* YOUR OBJECTIVE
Scan the lines below for "Dorcas" and copy the matches.

* EXERCISE MATERIAL

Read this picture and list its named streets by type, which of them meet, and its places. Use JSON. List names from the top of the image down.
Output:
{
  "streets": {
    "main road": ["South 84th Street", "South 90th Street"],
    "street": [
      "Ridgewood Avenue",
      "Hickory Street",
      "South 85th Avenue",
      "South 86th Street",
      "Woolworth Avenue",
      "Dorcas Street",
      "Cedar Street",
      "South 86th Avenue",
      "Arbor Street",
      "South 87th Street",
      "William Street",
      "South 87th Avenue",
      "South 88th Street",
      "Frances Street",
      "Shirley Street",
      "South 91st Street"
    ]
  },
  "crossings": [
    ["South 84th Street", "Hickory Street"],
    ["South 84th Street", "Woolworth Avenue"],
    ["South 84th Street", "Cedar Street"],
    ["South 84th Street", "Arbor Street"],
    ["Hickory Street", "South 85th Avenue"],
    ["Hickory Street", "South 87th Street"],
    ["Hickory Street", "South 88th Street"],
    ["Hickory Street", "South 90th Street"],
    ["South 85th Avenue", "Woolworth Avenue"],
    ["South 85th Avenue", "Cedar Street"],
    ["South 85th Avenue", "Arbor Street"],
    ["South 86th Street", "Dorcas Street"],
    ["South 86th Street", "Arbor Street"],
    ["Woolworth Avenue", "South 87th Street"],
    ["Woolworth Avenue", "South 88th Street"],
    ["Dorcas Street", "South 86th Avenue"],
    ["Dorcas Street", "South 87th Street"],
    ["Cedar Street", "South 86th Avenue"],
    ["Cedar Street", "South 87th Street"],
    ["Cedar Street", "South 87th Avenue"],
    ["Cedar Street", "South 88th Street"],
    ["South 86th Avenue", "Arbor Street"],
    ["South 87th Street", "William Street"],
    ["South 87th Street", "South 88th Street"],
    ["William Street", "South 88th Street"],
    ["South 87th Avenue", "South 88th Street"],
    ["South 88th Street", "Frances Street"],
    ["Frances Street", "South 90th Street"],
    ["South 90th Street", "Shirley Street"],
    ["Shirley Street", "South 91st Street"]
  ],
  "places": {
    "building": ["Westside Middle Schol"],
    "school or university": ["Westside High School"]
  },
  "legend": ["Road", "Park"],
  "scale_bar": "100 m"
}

* FINISHED TASK
      "Dorcas Street",
    ["South 86th Street", "Dorcas Street"],
    ["Dorcas Street", "South 86th Avenue"],
    ["Dorcas Street", "South 87th Street"],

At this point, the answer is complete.